When doing fundamental analysis, new traders try to read every piece of news and look at every economic indicator to decide what to trade. Doing it this way, they often get some paralysis from too much information and end up doing nothing and get discouraged because their hard work doesn’t pay off.

Well, you don’t need to know everything, but just focus on what really matters to the markets. To simplify the process, it’s best to look at three key things to filter out the noise.

· CONTEXT: Where we are at regarding the big macro stuff like monetary policy, growth, inflation, rates etc. For example, if there's an expectation of a slower global growth in the future, then bad data from the U.S. can be actually positive for the dollar, because it acts as a safe haven. If, on the other hand, there's an expectation of a fast or stable global growth, then good data from U.S. can be actually negative for the dollar, because amid a positive risk sentiment traders and investors will take higher risks and sell the dollar.

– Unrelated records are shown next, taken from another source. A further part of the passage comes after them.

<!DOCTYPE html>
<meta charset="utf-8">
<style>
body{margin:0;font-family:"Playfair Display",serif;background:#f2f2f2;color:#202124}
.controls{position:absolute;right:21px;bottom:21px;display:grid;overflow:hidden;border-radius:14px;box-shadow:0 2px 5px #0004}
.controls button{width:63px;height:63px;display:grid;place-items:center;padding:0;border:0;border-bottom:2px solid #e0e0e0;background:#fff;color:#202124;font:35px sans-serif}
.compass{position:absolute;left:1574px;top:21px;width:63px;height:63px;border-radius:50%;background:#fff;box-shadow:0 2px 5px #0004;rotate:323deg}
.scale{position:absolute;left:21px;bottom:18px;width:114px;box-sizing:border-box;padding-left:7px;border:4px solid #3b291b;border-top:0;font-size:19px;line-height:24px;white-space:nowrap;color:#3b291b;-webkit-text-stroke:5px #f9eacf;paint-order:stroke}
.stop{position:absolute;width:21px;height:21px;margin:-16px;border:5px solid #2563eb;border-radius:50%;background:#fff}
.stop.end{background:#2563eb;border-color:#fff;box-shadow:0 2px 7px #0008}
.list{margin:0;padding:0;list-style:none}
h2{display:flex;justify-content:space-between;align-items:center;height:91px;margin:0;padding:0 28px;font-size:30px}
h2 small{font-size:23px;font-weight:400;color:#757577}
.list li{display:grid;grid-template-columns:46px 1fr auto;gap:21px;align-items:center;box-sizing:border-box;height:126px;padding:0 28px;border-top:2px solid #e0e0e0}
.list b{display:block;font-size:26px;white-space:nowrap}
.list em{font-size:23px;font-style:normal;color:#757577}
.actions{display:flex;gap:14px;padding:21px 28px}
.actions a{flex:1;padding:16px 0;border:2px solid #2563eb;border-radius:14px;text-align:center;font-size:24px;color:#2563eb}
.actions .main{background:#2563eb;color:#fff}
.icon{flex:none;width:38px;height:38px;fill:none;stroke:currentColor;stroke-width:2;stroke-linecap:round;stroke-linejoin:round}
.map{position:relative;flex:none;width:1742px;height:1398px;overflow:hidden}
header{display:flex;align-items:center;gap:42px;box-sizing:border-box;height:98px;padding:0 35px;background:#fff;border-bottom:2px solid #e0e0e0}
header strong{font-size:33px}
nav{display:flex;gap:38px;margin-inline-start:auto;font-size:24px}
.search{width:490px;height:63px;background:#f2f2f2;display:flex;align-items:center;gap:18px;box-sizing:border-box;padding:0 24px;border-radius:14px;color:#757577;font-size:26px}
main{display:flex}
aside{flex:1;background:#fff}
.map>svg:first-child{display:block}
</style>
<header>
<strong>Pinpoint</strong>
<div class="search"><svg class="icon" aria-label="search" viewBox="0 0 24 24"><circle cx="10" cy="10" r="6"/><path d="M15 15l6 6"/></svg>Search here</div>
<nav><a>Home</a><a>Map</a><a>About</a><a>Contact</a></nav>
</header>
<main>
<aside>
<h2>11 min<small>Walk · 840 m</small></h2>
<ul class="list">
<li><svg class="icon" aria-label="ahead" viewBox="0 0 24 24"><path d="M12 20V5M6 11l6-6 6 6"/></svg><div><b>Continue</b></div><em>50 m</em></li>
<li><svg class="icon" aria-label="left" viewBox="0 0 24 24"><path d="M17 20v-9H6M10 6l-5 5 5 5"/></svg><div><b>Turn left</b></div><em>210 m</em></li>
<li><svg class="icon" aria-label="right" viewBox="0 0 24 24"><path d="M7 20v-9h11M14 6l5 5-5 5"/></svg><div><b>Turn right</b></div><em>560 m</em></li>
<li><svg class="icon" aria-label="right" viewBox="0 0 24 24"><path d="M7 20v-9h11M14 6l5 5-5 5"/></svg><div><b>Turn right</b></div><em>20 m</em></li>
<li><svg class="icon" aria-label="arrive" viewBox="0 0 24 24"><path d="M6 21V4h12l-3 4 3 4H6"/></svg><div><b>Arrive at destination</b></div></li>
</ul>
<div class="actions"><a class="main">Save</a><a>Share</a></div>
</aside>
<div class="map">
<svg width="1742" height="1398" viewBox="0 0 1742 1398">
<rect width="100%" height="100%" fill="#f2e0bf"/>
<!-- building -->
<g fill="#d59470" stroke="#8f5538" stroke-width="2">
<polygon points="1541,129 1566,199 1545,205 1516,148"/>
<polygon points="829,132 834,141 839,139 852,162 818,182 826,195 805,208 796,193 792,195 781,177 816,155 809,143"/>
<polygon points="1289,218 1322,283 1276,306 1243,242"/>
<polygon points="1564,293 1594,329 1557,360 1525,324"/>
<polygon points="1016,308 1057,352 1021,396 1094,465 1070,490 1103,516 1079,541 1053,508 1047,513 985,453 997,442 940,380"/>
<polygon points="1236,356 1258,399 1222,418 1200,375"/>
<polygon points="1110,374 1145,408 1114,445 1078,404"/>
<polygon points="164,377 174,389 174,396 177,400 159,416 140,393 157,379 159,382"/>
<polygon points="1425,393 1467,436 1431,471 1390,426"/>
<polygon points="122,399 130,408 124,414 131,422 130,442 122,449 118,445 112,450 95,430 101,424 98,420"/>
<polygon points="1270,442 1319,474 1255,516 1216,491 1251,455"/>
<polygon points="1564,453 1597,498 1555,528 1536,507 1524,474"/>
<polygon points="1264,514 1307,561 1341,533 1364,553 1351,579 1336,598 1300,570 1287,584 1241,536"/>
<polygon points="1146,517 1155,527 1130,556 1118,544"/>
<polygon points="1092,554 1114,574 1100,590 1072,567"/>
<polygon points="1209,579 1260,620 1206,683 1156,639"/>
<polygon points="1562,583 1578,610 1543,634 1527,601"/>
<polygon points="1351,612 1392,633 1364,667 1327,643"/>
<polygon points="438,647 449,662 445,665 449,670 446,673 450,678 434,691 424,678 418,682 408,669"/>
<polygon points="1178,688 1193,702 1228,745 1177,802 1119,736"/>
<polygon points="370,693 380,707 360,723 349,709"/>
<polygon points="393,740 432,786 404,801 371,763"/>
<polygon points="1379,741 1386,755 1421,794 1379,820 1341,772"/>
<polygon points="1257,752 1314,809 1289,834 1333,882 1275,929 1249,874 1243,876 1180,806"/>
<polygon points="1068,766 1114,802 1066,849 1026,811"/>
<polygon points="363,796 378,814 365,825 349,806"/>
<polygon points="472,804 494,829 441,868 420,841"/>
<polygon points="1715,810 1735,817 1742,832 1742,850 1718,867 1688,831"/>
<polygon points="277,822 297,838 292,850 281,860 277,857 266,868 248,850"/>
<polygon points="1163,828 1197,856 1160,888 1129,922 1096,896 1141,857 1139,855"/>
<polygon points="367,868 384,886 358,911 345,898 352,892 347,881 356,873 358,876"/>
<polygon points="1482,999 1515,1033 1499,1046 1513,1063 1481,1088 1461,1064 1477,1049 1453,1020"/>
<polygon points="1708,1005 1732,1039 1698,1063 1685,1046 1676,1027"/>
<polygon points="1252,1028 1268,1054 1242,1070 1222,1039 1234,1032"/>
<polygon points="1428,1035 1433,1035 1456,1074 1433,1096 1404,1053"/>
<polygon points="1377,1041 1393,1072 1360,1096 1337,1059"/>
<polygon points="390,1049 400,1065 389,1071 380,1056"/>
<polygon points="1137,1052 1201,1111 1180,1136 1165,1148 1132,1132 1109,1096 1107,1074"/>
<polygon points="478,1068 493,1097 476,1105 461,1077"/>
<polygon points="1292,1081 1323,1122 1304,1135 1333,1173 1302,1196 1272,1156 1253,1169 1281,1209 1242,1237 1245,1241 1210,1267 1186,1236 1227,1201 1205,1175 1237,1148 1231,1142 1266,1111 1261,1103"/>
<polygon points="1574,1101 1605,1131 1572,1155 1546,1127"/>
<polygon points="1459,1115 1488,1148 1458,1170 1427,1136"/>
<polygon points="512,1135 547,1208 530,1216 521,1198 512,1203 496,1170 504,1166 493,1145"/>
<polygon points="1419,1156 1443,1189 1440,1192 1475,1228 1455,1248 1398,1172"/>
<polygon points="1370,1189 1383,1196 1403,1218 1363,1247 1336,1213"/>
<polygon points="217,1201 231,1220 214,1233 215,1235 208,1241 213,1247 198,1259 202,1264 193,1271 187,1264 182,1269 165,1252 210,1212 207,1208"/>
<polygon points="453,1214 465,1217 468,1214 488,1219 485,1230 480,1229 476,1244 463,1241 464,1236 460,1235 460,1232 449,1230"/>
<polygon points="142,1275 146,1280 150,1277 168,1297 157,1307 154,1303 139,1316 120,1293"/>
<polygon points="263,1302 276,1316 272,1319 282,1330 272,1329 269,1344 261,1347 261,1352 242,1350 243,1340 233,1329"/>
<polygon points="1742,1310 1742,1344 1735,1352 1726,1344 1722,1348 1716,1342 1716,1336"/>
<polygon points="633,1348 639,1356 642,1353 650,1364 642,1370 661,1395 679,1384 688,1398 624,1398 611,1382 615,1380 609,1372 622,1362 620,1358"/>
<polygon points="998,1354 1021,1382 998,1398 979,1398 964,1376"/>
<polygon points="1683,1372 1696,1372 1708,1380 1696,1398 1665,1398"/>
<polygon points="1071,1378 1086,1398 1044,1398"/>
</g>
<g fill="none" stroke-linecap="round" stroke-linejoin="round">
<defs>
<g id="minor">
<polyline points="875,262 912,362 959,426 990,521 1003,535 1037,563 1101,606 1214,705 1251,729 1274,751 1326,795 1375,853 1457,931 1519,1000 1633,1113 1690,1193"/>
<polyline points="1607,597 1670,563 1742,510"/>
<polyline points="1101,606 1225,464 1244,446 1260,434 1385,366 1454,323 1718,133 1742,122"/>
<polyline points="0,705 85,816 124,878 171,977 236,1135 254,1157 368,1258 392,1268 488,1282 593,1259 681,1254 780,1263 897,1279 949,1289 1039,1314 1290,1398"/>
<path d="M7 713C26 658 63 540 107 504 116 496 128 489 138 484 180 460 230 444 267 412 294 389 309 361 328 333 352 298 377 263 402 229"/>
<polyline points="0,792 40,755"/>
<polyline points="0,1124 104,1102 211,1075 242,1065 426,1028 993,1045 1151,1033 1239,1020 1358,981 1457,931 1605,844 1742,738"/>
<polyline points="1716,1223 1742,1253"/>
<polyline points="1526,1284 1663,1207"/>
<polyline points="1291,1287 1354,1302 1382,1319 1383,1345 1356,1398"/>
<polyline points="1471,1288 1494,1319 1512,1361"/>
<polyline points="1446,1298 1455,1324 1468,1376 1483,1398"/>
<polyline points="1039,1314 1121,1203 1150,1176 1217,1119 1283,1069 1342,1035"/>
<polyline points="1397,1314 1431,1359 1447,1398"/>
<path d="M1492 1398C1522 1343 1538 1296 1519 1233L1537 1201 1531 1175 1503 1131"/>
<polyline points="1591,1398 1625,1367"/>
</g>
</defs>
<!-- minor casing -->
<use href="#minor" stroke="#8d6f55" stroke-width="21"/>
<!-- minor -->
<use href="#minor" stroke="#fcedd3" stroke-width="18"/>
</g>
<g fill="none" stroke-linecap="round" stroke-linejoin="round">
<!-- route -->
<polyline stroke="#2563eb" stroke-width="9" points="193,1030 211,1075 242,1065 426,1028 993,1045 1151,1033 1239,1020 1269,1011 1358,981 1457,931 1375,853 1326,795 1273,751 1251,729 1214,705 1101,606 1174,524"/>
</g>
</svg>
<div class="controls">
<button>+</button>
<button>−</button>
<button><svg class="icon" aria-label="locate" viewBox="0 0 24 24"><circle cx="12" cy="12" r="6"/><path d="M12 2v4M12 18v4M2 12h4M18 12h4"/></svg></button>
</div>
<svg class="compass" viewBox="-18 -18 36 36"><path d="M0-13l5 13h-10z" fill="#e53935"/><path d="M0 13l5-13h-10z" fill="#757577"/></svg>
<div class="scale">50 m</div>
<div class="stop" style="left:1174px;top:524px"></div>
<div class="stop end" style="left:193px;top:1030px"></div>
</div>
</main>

· MARKET FOCUS: What is the prevailing theme at the moment? Let’s say the market focus is on the Fed’s monetary policy because inflation is too high and how the Fed is going to act to get inflation under control. In this case you need to look at what can cause the Fed to be even more aggressive in its actions or what can make it take an easier approach. The market can also be focused on something in the future and discount any bad news or data that do not change such view. If the market is focused on a particular thing because it can affect everything else, then all the rest is barely noticed.

· WHAT’S NEXT: Always look for what's coming next because the market is forward-looking. A recent example of the market pricing in a future outcome can be the December FOMC meeting. Back in November 2021, the Fed tapered its QE and signalled that it could adjust the pace based on the economic developments. After that we got a really hot CPI report and the market suddenly started to see a more aggressive approach from the Fed with a doubling in tapering pace and a more hawkish stance overall. The USD rallied across the board for several pips trading into the December meeting. When the outcome from the meeting met the expectations the market pull-backed in a classic “buy the rumour, sell the fact” scenario.

This is just a quick little guide on how you can look at what really matters for the markets and filter the unnecessary stuff that may just harm you. Generally, the market is focused on a couple big macro themes that affect all of the asset classes and you just need to know what that is and especially what the future outcome may be and position accordingly.